Multiple Node Cluster

CitusDB's single and multiple node clusters execute the exact same logic. They both run independent master and worker databases that communicate over TCP/IP; and they primarily differ in that the single node cluster is bound by a single node's hardware resources. To overcome this limitation, CitusDB needs to installed using a distributed setup.

This distributed setup involves two steps that differ from those of a single node cluster. First, you need to configure authentication settings on the nodes to allow for them to talk to each other. Second, you need to either manually log in to all the nodes and issue commands, or rely on tools such as pssh to run the remote commands in parallel for you.

In the following, we assume that you will manually log in to all the nodes and issue commands. We also assume that we have one master and two worker nodes in our distributed setup, and refer to these nodes as master-100, worker-101, and worker-102. We additionally use the notation all-nodes when referring to commands that need to be repeated across all nodes in the cluster. Lastly, we note that you can edit the hosts file in /etc/hosts if your nodes don't already have their DNS names assigned.

Linux Nodes

As with the single node setup, we start by downloading and installing the Citus DB package. For example, if you are running Ubuntu 10.04+ on a 64-bit machine, you need to run the following commands on all the nodes in the cluster:

all-nodes# wget
all-nodes# sudo dpkg --install citusdb-4.0.0-1.amd64.deb

We now need to configure connection and authentication settings for installed databases. For this, you first instruct Citus DB to listen on all IP interfaces, and then configure the client authentication file to allow all incoming connections from the local network. Admittedly, these settings are too permissive for certain types of environments, and the PostgreSQL manual explains in more detail on how to restrict them further.

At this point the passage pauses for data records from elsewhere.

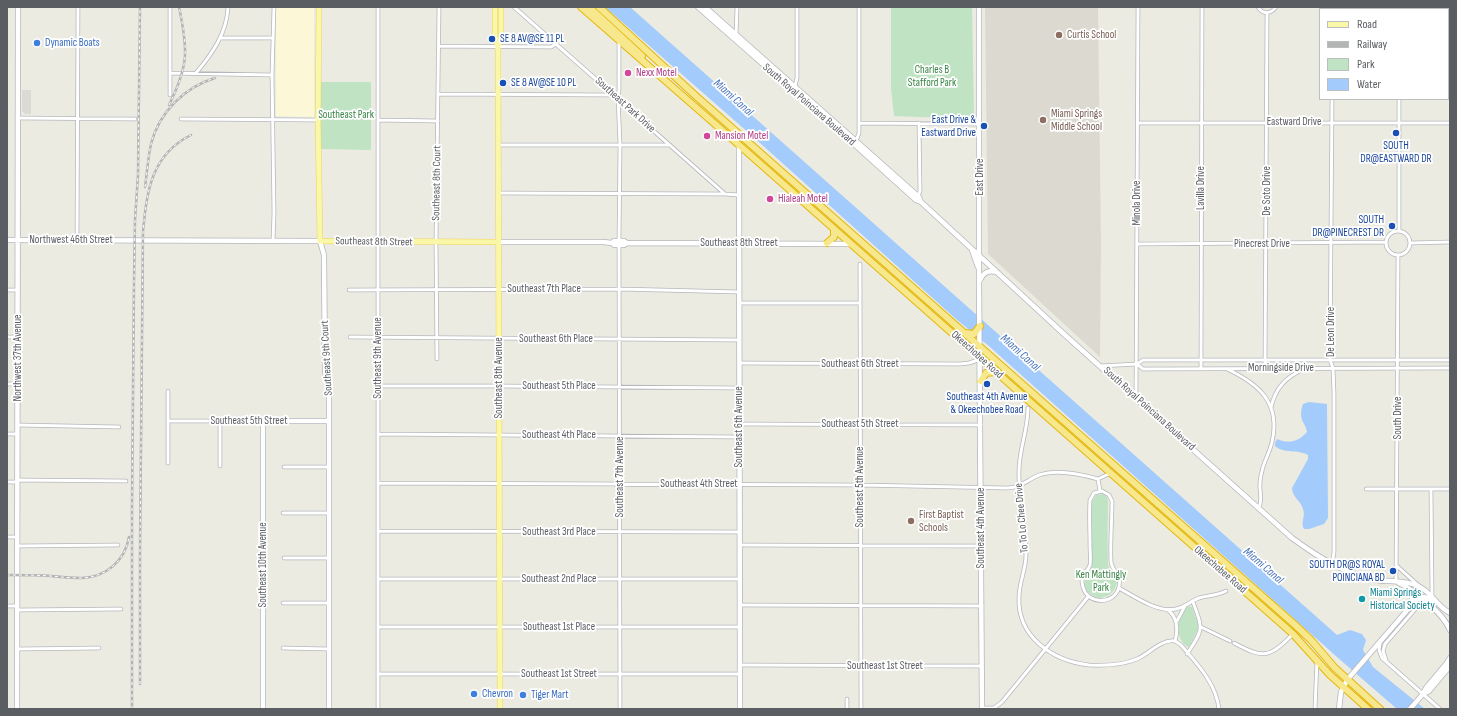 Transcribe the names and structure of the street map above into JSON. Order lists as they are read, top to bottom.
{
  "streets": {
    "highway": ["Okeechobee Road"],
    "main road": ["Southeast 8th Street", "Southeast 9th Court", "Southeast 8th Avenue"],
    "street": [
      "Southeast Park Drive",
      "South Royal Poinciana Boulevard",
      "Eastward Drive",
      "East Drive",
      "Southeast 8th Court",
      "Lavilla Drive",
      "De Soto Drive",
      "Minola Drive",
      "Northwest 46th Street",
      "Pinecrest Drive",
      "Southeast 7th Place",
      "De Leon Drive",
      "Southeast 6th Place",
      "Northwest 37th Avenue",
      "Southeast 9th Avenue",
      "Southeast 6th Street",
      "Morningside Drive",
      "Southeast 5th Place",
      "South Drive",
      "Southeast 5th Street",
      "Southeast 6th Avenue",
      "Southeast 4th Place",
      "Southeast 7th Avenue",
      "Southeast 4th Street",
      "Southeast 5th Avenue",
      "To To Lo Chee Drive",
      "Southeast 4th Avenue",
      "Southeast 3rd Place",
      "Southeast 10th Avenue",
      "Southeast 2nd Place",
      "Southeast 1st Place",
      "Southeast 1st Street"
    ]
  },
  "crossings": [
    ["Southeast Park Drive", "Southeast 7th Avenue"],
    ["South Royal Poinciana Boulevard", "East Drive"],
    ["South Royal Poinciana Boulevard", "Minola Drive"],
    ["South Royal Poinciana Boulevard", "De Leon Drive"],
    ["South Royal Poinciana Boulevard", "Morningside Drive"],
    ["South Royal Poinciana Boulevard", "South Drive"],
    ["Eastward Drive", "Lavilla Drive"],
    ["Eastward Drive", "De Soto Drive"],
    ["Eastward Drive", "Minola Drive"],
    ["Eastward Drive", "De Leon Drive"],
    ["East Drive", "Okeechobee Road"],
    ["East Drive", "Southeast 4th Avenue"],
    ["Southeast 8th Court", "Southeast 8th Street"],
    ["Southeast 8th Court", "Southeast 7th Place"],
    ["Southeast 8th Court", "Southeast 6th Place"],
    ["Lavilla Drive", "Pinecrest Drive"],
    ["Lavilla Drive", "Morningside Drive"],
    ["De Soto Drive", "Pinecrest Drive"],
    ["De Soto Drive", "Morningside Drive"],
    ["Minola Drive", "Pinecrest Drive"],
    ["Minola Drive", "Morningside Drive"],
    ["Northwest 46th Street", "Southeast 8th Street"],
    ["Northwest 46th Street", "Northwest 37th Avenue"],
    ["Southeast 8th Street", "Okeechobee Road"],
    ["Southeast 8th Street", "Southeast 9th Court"],
    ["Southeast 8th Street", "Southeast 9th Avenue"],
    ["Southeast 8th Street", "Southeast 8th Avenue"],
    ["Southeast 8th Street", "Southeast 6th Avenue"],
    ["Southeast 8th Street", "Southeast 7th Avenue"],
    ["Pinecrest Drive", "De Leon Drive"],
    ["Pinecrest Drive", "South Drive"],
    ["Southeast 7th Place", "Southeast 9th Avenue"],
    ["Southeast 7th Place", "Southeast 8th Avenue"],
    ["Southeast 7th Place", "Southeast 6th Avenue"],
    ["Southeast 7th Place", "Southeast 7th Avenue"],
    ["De Leon Drive", "Morningside Drive"],
    ["Southeast 6th Place", "Southeast 9th Avenue"],
    ["Southeast 6th Place", "Southeast 8th Avenue"],
    ["Southeast 6th Place", "Southeast 6th Avenue"],
    ["Southeast 6th Place", "Southeast 7th Avenue"],
    ["Okeechobee Road", "Southeast 6th Street"],
    ["Okeechobee Road", "Southeast 6th Avenue"],
    ["Okeechobee Road", "Southeast 7th Avenue"],
    ["Okeechobee Road", "Southeast 4th Avenue"],
    ["Southeast 9th Court", "Southeast 5th Street"],
    ["Southeast 9th Avenue", "Southeast 5th Place"],
    ["Southeast 9th Avenue", "Southeast 4th Place"],
    ["Southeast 9th Avenue", "Southeast 4th Street"],
    ["Southeast 9th Avenue", "Southeast 3rd Place"],
    ["Southeast 9th Avenue", "Southeast 2nd Place"],
    ["Southeast 9th Avenue", "Southeast 1st Place"],
    ["Southeast 9th Avenue", "Southeast 1st Street"],
    ["Southeast 6th Street", "Southeast 6th Avenue"],
    ["Southeast 6th Street", "Southeast 5th Avenue"],
    ["Southeast 6th Street", "Southeast 4th Avenue"],
    ["Morningside Drive", "South Drive"],
    ["Southeast 8th Avenue", "Southeast 5th Place"],
    ["Southeast 8th Avenue", "Southeast 4th Place"],
    ["Southeast 8th Avenue", "Southeast 4th Street"],
    ["Southeast 8th Avenue", "Southeast 3rd Place"],
    ["Southeast 8th Avenue", "Southeast 2nd Place"],
    ["Southeast 8th Avenue", "Southeast 1st Place"],
    ["Southeast 8th Avenue", "Southeast 1st Street"],
    ["Southeast 5th Place", "Southeast 6th Avenue"],
    ["Southeast 5th Place", "Southeast 7th Avenue"],
    ["Southeast 5th Street", "Southeast 6th Avenue"],
    ["Southeast 5th Street", "Southeast 5th Avenue"],
    ["Southeast 5th Street", "Southeast 4th Avenue"],
    ["Southeast 5th Street", "Southeast 10th Avenue"],
    ["Southeast 6th Avenue", "Southeast 4th Place"],
    ["Southeast 6th Avenue", "Southeast 4th Street"],
    ["Southeast 6th Avenue", "Southeast 3rd Place"],
    ["Southeast 6th Avenue", "Southeast 2nd Place"],
    ["Southeast 6th Avenue", "Southeast 1st Place"],
    ["Southeast 6th Avenue", "Southeast 1st Street"],
    ["Southeast 4th Place", "Southeast 7th Avenue"],
    ["Southeast 7th Avenue", "Southeast 4th Street"],
    ["Southeast 7th Avenue", "Southeast 3rd Place"],
    ["Southeast 7th Avenue", "Southeast 2nd Place"],
    ["Southeast 7th Avenue", "Southeast 1st Place"],
    ["Southeast 7th Avenue", "Southeast 1st Street"],
    ["Southeast 4th Street", "Southeast 5th Avenue"],
    ["Southeast 4th Street", "To To Lo Chee Drive"],
    ["Southeast 4th Street", "Southeast 4th Avenue"],
    ["Southeast 5th Avenue", "Southeast 1st Street"],
    ["Southeast 4th Avenue", "Southeast 1st Street"]
  ],
  "water": ["Miami Canal"],
  "parks": ["Charles B Stafford Park", "Southeast Park", "Ken Mattingly Park"],
  "places": [
    "Curtis School",
    "SE 8 AV@SE 11 PL",
    "Dynamic Boats",
    "Nexx Motel",
    "SE 8 AV@SE 10 PL",
    "Miami Springs Middle School",
    "East Drive & Eastward Drive",
    "SOUTH DR@EASTWARD DR",
    "Mansion Motel",
    "Hialeah Motel",
    "SOUTH DR@PINECREST DR",
    "Southeast 4th Avenue & Okeechobee Road",
    "First Baptist Schools",
    "SOUTH DR@S ROYAL POINCIANA BD",
    "Miami Springs Historical Society",
    "Chevron",
    "Tiger Mart"
  ],
  "legend": [
    "Road",
    "Railway",
    "Park",
    "Water"
  ]
}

all-nodes# emacs -nw /opt/citusdb/4.0/data/postgresql.conf

# Uncomment listen_addresses for the changes to take effect
listen_addresses = '*'

all-nodes# emacs -nw /opt/citusdb/4.0/data/pg_hba.conf

# Allow unrestricted access to nodes in the local network. The following ranges
# correspond to 24, 20, and 16-bit blocks in Private IPv4 address spaces.
host    all             all               trust

After changing connection settings, you simply need to tell the master node about the workers by editing the master node's membership file. For this, you append each worker node's DNS name to the file.

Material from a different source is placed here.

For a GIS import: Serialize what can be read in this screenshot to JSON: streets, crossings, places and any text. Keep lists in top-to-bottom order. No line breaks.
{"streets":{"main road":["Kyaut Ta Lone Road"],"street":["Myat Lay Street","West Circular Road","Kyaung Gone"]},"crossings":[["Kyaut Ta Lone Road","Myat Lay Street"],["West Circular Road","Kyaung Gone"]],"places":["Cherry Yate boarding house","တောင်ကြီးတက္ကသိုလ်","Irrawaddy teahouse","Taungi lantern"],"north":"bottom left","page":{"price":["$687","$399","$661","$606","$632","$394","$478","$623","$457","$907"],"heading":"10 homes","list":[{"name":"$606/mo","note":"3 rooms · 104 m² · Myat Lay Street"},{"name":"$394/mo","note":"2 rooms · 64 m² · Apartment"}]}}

master-100# emacs -nw /opt/citusdb/4.0/data/pg_worker_list.conf

# HOSTNAME     [PORT]     [RACK]

You are now ready to start up all databases in the cluster.

all-nodes# /opt/citusdb/4.0/bin/pg_ctl -D /opt/citusdb/4.0/data -l logfile start

After all databases start up, you can then connect to the master node and issue queries against the distributed cluster. We cover two such examples in the previous section. These examples are also applicable here.

EC2 Multiple Node Cluster

Citus DB also has a publicly available machine image on EC2. As with other Amazon images, you launch this instance through the AWS Management Console. Once you sign in to this console, you will need to choose ami-48062920 as your machine image, and start up several instances based on this image. In our examples, we typically use three m3.2xlarge instances, but you're also welcome to try other configurations.

Besides the management console, you can also start up instances using the Amazon API tools. This approach requires more effort, but we still give instructions to launch instances this way for users who prefer to only use the shell. For those users, we assume that you already have the API tools installed and have your security credentials generated. If not, Ubuntu's EC2 Starters Guide provides great instructions on how to get started.

localhost# ec2-authorize default -p 22
localhost# ec2-run-instances ami-48062920 -n 3 -t m3.2xlarge -g default -k <ec2_keypair>
localhost# ec2-describe-instances

These commands first authorize ssh login access for the default security group, and then launch three Citus DB nodes. When starting up, these nodes mount one ephemeral disk at the /opt/citusdb mount point, and then install the database at /opt/citusdb/4.0/data. The nodes also have their postgresql.conf and pg_hba.conf edited so that the databases can talk to each other over TCP.

Once these instances come up, you can pick one node as the master, and log in to it. You then need to edit the membership file on this node, and tell it about the worker nodes in the cluster. For this, you append other instance's private DNS names to the membership file. From there on, we refer to this node as master-100.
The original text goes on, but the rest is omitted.